At least for me it is now slow-but-playable with Lectrote. A full-game regtest takes about 40 seconds for this version versus a little over two minutes for the old one. I’ve also fixed a couple of bugs.
It would be nice if people could test it in web browsers and on portable devices. Report any bugs on Github or in this thread.
There are still some really low hanging fruit in terms of rewriting a little of the template code. I still haven’t gotten around to building a profiling Glulxe yet, but I’d appreciate seeing any profiles anyone can generate.
Here is a profile report of a run through the entire game, with the default ten slowest functions. Here is a zip with all the files used to create it, including a game compiled without Ultra Undo (otherwise the profiling will not work), in case anyone wants to have a proper look at it. It is interesting that it seems to spend so much time in VM_Save_Undo.
In general, it seems that the slowest remaining parts is approaching and conversing.
Approaching is when you type GO TO HOSTEL rather than N. The slow part isn’t really so much the actual pathfinding as the fact that the game will walk you to your destination silently, step by step. GO TO HOSTEL might translate to “Silently try going N, E, N, E, E”. The single slowest command in the testing script for the game is asking Higgate how we might return a book. That will make both you and her approach the Language Studies Seminar Room, step by step. For each of these steps (one step for you, one for her) the game makes basically the same checks as when you walk into a room normally. That is what makes it slow. A lot of these checks might be unnecessary; there is already code that skips certain parts depending on “if the player is hurrying,” i.e. approaching. There might also be situations where it makes sense to just teleport the player to the destination rather than walking step by step.
The conversation system still runs through a lot of quips every turn to see which ones are viable, i.e. allowed to be said. In theory that should not be necessary: it is basically a conversation tree of interconnected quips. It is analogous to room connections, and how the game doesn’t have to look through every room in the game each turn to see which ones you can go to. This might be quite a bit of work to change, though.

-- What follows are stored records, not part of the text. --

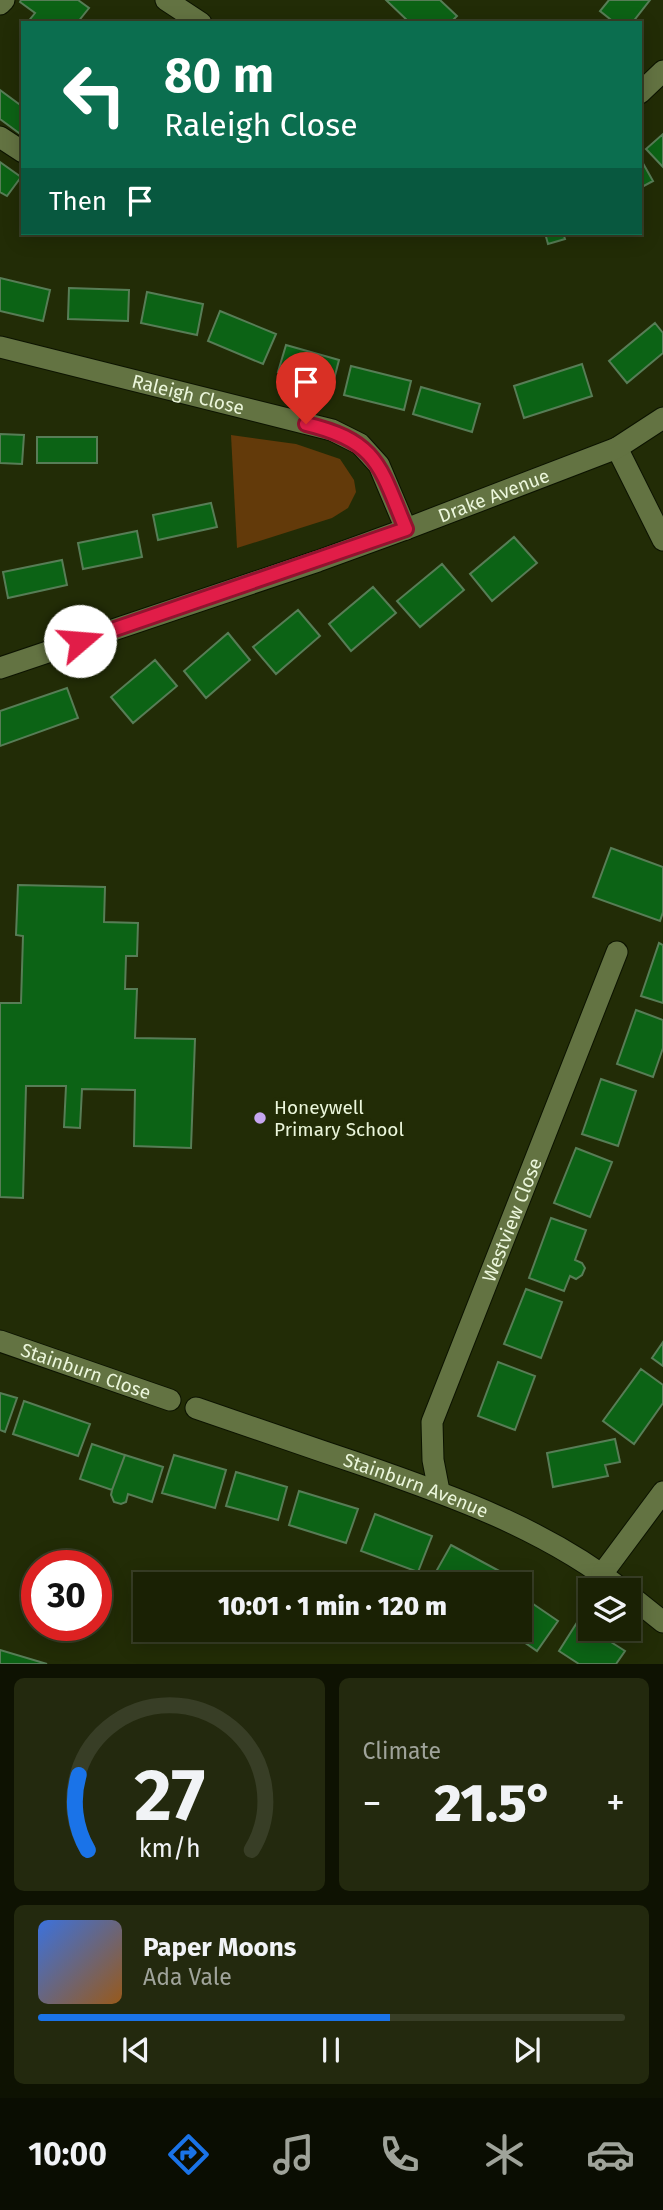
<!DOCTYPE html>
<meta charset="utf-8">
<style>
:root{--surface:#1a2104;--page:#23290e;--text:#f1f3f6;--muted:#9fa39a;--line:#383e26;--accent:#1a73e8}
body{margin:0;font-family:"Fira Sans",sans-serif;background:var(--page);color:var(--text);height:100vh;display:flex;flex-direction:column;font-size:26px;white-space:nowrap}
*{box-sizing:border-box;margin:0}
p{font-size:23px;color:var(--muted)}
.icon{flex:none;width:38px;height:38px;fill:none;stroke:currentColor;stroke-width:2;stroke-linecap:round;stroke-linejoin:round}
.map{position:relative;height:1664px;overflow:hidden}
.panel{display:flex;flex-direction:column;gap:14px;padding:14px;background:#0e1202;flex:1}
.panel>*{flex:none}
.banner{position:absolute;left:21px;top:21px;width:621px;height:214px;border-radius:0px;box-shadow:0 4px 18px #0003,0 0 0 2px var(--line);background:#0b6e4f;color:#fff;overflow:hidden}
.tools{position:absolute;left:578px;top:1578px;display:grid;gap:14px}
.tools a{display:grid;place-items:center;width:63px;height:63px;border-radius:0px;background:var(--surface);box-shadow:0 4px 18px #0003,0 0 0 2px var(--line);font-size:35px}
.speed{position:absolute;left:21px;top:1550px;display:flex;gap:14px;font-size:35px;font-weight:700;text-align:center}
.speed>*{display:grid;place-content:center;width:91px;height:91px;border-radius:50%;background:var(--surface);box-shadow:0 4px 18px #0003,0 0 0 2px var(--line);line-height:1}
.speed .limit{border:10px solid #d22;background:#fff;color:#111}
.pin{position:absolute;display:grid;place-items:center;width:60px;height:60px;color:#fff;margin:-72px -30px;border-radius:50% 50% 50% 0;rotate:-45deg;box-shadow:0 0 7px #0007}
.pin .icon{rotate:45deg}
.me{position:absolute;width:77px;margin:-38px;rotate:72deg;stroke-linejoin:round;filter:drop-shadow(0 0 5px #0008)}
.turn{display:flex;align-items:center;gap:24px;height:147px;padding:0 28px;font-size:32px}
.turn .icon{width:91px;height:91px;stroke-width:2.5}
.turn b{display:block;font-size:49px;line-height:60px}
.then{display:flex;align-items:center;height:66px;padding:0 28px;background:#0003;gap:14px;font-size:26px}
.big{font-size:52px;font-weight:800;line-height:1.1}
.panel .widget{flex:1;display:flex;flex-direction:column;justify-content:center;gap:10px;min-width:0;padding:0 24px;border-radius:10px;background:var(--page)}
.panel .dial{align-items:center;gap:0}
.dial svg{height:182px;overflow:visible;fill:none;stroke:var(--line);stroke-width:7;stroke-linecap:round;text-anchor:middle}
.dial text{fill:var(--text);stroke:none}
.song{display:flex;align-items:center;gap:21px}
.cover{width:84px;height:84px;border-radius:10px;background:linear-gradient(135deg,hsl(220 70% 55%),hsl(30 70% 35%))}
.played{height:7px;border-radius:4px;background:linear-gradient(90deg,var(--accent) 60%,var(--line) 60%)}
.keys{display:flex;justify-content:space-around;direction:ltr}
.heat{display:flex;justify-content:space-between;align-items:center;font-size:38px;direction:ltr}
.panel .tiles{flex:1;display:grid;gap:14px;grid-template-columns:1fr 1fr}
.widget:last-child{grid-column:span 2}
.trip{position:absolute;left:133px;top:1572px;width:399px;height:70px;border-radius:0px;background:var(--surface);box-shadow:0 4px 18px #0003,0 0 0 2px var(--line);font-weight:800;line-height:70px;text-align:center}
.tab-bar{display:flex;height:112px;justify-content:space-around;align-items:center;background:#0a0d02;color:var(--muted)}
.tab-bar .icon{width:49px;height:49px}
.tab-bar .selected{color:var(--accent)}
.tab-bar b{font-size:32px;color:var(--text)}
.map>svg:first-child{display:block}
.green{fill:#633a0a}
.building{fill:#0c6315;stroke:#577d56;stroke-width:2}
.lines{fill:none;stroke-linecap:round;stroke-linejoin:round}
.minor-casing{stroke:#0c1300;stroke-width:23}
.minor{stroke:#637342;stroke-width:21}
.route-casing{stroke:#92132f;stroke-width:18}
.route{stroke:#e11d48;stroke-width:12}
.poi-dot{fill:#c6a6f0;stroke:#222c06;stroke-width:2.5}
.labels{text-anchor:middle;dominant-baseline:central;stroke-width:7;stroke-linejoin:round;paint-order:stroke}
.street-label{font-size:19px;fill:#ebf6db;stroke:#222c06}
.poi-label{font-size:19px;fill:#ebf6db;stroke:#222c06;text-anchor:start}
</style>
<div class="map">
<svg width="663" height="1664" viewBox="0 0 663 1664">
<rect width="100%" height="100%" fill="#222c06"/>
<path class="green" d="M231,435L296,444L340,459L354,480L356,492L348,508L332,518L237,548Z"/>
<path class="building" d="M21,0H78L89,8L77,23H27L35,13L20,2Z
M386,0H440L457,16L450,23H410Z
M609,0H650L632,23H615L600,11Z
M0,90L23,107V136L0,119Z
M663,134V167L646,149Z
M640,158L653,181L640,188Z
M0,162L21,177L7,196L0,192Z
M545,233H563L565,239L548,244Z
M0,278L50,290L43,321L0,311Z
M69,288L129,290L128,321L68,319Z
M147,292L203,304L197,335L141,323Z
M220,311L276,334L263,364L208,341Z
M655,323L663,333V353L627,383L609,361Z
M286,345L339,360L332,387L278,372Z
M582,364L592,396L524,418L514,386Z
M351,366L411,381L404,410L344,395Z
M421,387L480,404L472,432L413,414Z
M0,434L24,435L22,464L0,463Z
M37,437H97V463H37Z
M211,503L217,527L158,540L153,515Z
M137,531L142,557L83,569L78,543Z
M514,537L537,563L492,601L470,574Z
M62,560L67,585L8,598L3,572Z
M442,564L464,590L420,627L397,601Z
M373,587L396,613L351,651L329,624Z
M298,610L320,636L276,674L253,647Z
M228,633L250,660L206,698L184,671Z
M155,660L177,686L133,723L111,697Z
M67,688L78,718L0,746V711Z
M611,848L663,867V912L660,921L593,897Z
M18,885L105,887L104,922L138,923L137,956H126L125,989H137L135,1038L195,1039L191,1148L134,1146L135,1090L82,1089L80,1128L64,1127L66,1086H26L23,1198L0,1197V1003H21L23,936L16,935Z
M659,943L663,945V1003L641,996Z
M636,1010L663,1020V1048L653,1077L617,1064Z
M601,1079L636,1091L618,1146L582,1134Z
M576,1148L612,1162L590,1217L554,1203Z
M551,1218L586,1230L575,1260L582,1263L585,1268L582,1275L576,1279L570,1276L564,1291L529,1278Z
M526,1289L562,1302L541,1358L504,1344Z
M663,1342V1366L652,1358Z
M498,1362L535,1376L515,1430L478,1416Z
M641,1369L663,1385V1403L634,1444L603,1421Z
M0,1393L17,1398L5,1432L0,1430Z
M24,1401L90,1424L78,1456L13,1434Z
M615,1439L620,1462L605,1465L608,1476L553,1487L547,1453Z
M92,1444L125,1455L112,1490L80,1479Z
M125,1455L163,1467L152,1502L128,1494L126,1502L121,1504L114,1502L111,1495L112,1490Z
M174,1455L226,1470L215,1508L162,1493Z
M236,1472L287,1487L278,1520L226,1506Z
M299,1491L358,1509L346,1543L289,1525Z
M375,1514L432,1536L418,1572L361,1551Z
M451,1545L503,1573L497,1584H446L433,1577Z
M520,1595L558,1621L537,1651L505,1629H520Z
M578,1621L625,1651L616,1664H579L559,1651Z
M0,1650L47,1664H0Z"/>
<g class="lines">
<defs>
<g id="minor">
<path d="M166,0L201,23"/>
<path d="M0,4L4,0"/>
<path d="M640,93L663,71"/>
<path d="M0,137L23,152"/>
<path id="s1" d="M0,347L332,430L360,444L379,465L406,529"/>
<path d="M617,448L663,540"/>
<path id="s2" d="M0,668L318,561L406,529L617,448L663,418"/>
<path id="s3" d="M0,1341L170,1400"/>
<path id="s4" d="M196,1408C249,1426 303,1445 357,1463C450,1495 546,1529 624,1591"/>
<path id="s5" d="M439,1491L433,1460L432,1422L617,952"/>
<path d="M602,1574L663,1492"/>
<path d="M628,1594L663,1622"/>
</g>
</defs>
<use href="#minor" class="minor-casing"/>
<use href="#minor" class="minor"/>
</g>
<g class="lines">
<defs>
<path id="route" d="M80,641L406,529C380,467 378,441 306,424"/>
</defs>
<use href="#route" class="route-casing"/>
<use href="#route" class="route"/>
</g>
<circle class="poi-dot" cx="260" cy="1118" r="7"/>
<g class="labels">
<g class="street-label">
<text stroke="none"><textPath href="#s1" startOffset="194">Raleigh Close</textPath></text>
<text stroke="none"><textPath href="#s2" startOffset="523">Drake Avenue</textPath></text>
<text stroke="none"><textPath href="#s5" startOffset="287">Westview Close</textPath></text>
<text stroke="none"><textPath href="#s3" startOffset="91">Stainburn Close</textPath></text>
<text stroke="none"><textPath href="#s4" startOffset="233">Stainburn Avenue</textPath></text>
</g>
<g class="poi-label">
<text x="274" y="1107">Honeywell<tspan x="274" dy="22">Primary School</tspan></text>
</g>
</g>
</svg>
<div class="tools">
<a><svg class="icon" aria-label="layers" viewBox="0 0 24 24"><path d="M12 4l9 5-9 5-9-5zM3 14l9 5 9-5"/></svg></a>
</div>
<div class="speed"><div class="limit">30</div></div>
<div class="pin" style="left:306px;top:424px;background:#d93025"><svg class="icon" aria-label="arrive" viewBox="0 0 24 24"><path d="M6 21V4h12l-3 4 3 4H6"/></svg></div>
<svg class="me" style="left:80px;top:641px" viewBox="-20 -20 40 40"><circle r="19" fill="#fff"/><path d="M0-13L10 11 0 6-10 11z" fill="#e11d48"/></svg>
<div class="trip">10:01 · 1 min · 120 m</div>
<div class="banner">
<div class="turn"><svg class="icon" aria-label="left" viewBox="0 0 24 24"><path d="M17 20v-9H6M10 6l-5 5 5 5"/></svg><div><b>80 m</b>Raleigh Close</div></div>
<div class="then">Then<svg class="icon" aria-label="arrive" viewBox="0 0 24 24"><path d="M6 21V4h12l-3 4 3 4H6"/></svg></div>
</div>
</div>
<section class="panel">
<div class="tiles">
<div class="widget dial"><svg viewBox="0 0 100 80">
<path d="M14 69A42 42 0 1 1 86 69"/>
<path d="M14 69A42 42 0 0 1 10 36" stroke="#1a73e8"/>
<text x="50" y="56" font-size="32" font-weight="700">27</text>
<text x="50" y="72" font-size="11">km/h</text>
</svg></div>
<div class="widget"><p>Climate</p>
<div class="heat"><a>−</a><b class="big">21.5°</b><a>+</a></div>
</div>
<div class="widget">
<div class="song"><i class="cover"></i><div><b>Paper Moons</b><p>Ada Vale</p></div></div>
<div class="played"></div>
<div class="keys"><svg class="icon" aria-label="previous" viewBox="0 0 24 24"><path d="M18 5L8 12l10 7zM5 5v14"/></svg><svg class="icon" aria-label="pause" viewBox="0 0 24 24"><path d="M8 5v14M16 5v14"/></svg><svg class="icon" aria-label="next" viewBox="0 0 24 24"><path d="M6 5l10 7-10 7zM19 5v14"/></svg></div>
</div>
</div>
</section>
<nav class="tab-bar">
<b>10:00</b>
<svg class="icon selected" aria-label="directions" viewBox="0 0 24 24"><path d="M12 3l9 9-9 9-9-9zM9 14v-3h6M13 9l2 2-2 2"/></svg>
<svg class="icon" aria-label="music" viewBox="0 0 24 24"><path d="M9 18V5l10-2v13"/><circle cx="6" cy="18" r="3"/><circle cx="16" cy="16" r="3"/></svg>
<svg class="icon" aria-label="phone" viewBox="0 0 24 24"><path d="M5 4h4l2 5-3 2q2 4 5 5l2-3 5 2v4C11 20 4 13 5 4z"/></svg>
<svg class="icon" aria-label="climate" viewBox="0 0 24 24"><path d="M12 3v18M4 7l16 10M4 17L20 7"/></svg>
<svg class="icon" aria-label="car" viewBox="0 0 24 24"><path d="M5 17H2v-5l4-1 3-4h7l3 4 3 1v5h-3M9 17h6M6 11h13"/><circle cx="7" cy="17" r="2"/><circle cx="17" cy="17" r="2"/></svg>
</nav>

Is there perhaps a depth limit that is being hit tracing VM_Save_Undo (which is from Ultra Undo is it not?), it looks like it’s 5 ops and a whooping 220ms per call but looking at it I’d assume it’s child calls that involve file I/O and serialising the entire game state that’d be making it take that long.
Just to clarify: the profiled game is not using Ultra Undo. The profiling code will not work with the @restart, @restore, @restoreundo, or @throw opcodes, so for testing purposes Ultra Undo was commented out.
Sorry, I don’t quite understand this. An undo save state of the game seems to be 128 K. The interpreter is copying this in memory 549 times. That is the kind of thing you’d think would be almost instant on a modern computer, but here it takes over two minutes. Is it doing some kind of compression on this or something? Is serializing the game state really that cpu-intensive?
The VM does very simple (run-length encoding) compression. Keep in mind that when you see a 128K undo state, that’s after compression. CF’s RAM use is a bit over 4 megabytes. The interpreter is running through that much data, comparing it to the original game file, and squishing it down to 128K.
Could you try adding “#define SERIALIZE_CACHE_RAM (1)” to the glulxe.h header file and recompiling the interpreter? That might improve that.
Also, using Dannii Willis’s patch to make Glulxe profiling compatible with Ultra Undo, it is clear that it makes no difference performance-wise to write the game states to disk instead of keeping them in memory.
I think the discussion was based on Angstsmurf’s suggestion that the performance hit amounted to 75 seconds on the Counterfeit Monkey test case. It may be a case of a really small negligible hit adding up, as it seems like the cost is paid on every read/write of a byte, 16bit value, or 32bit value from the game’s address space.
As I understand VERIFY_MEMORY_ACCESS is changing the interpreter rather than changing the game, is it out of scope for the project? Also, I note github.com/DavidKinder/Git claims to be a faster interpreter, is it? And if the interpreter can be changed what kind of solutions can be considered, can say hardware memory protection be leveraged atleast where available?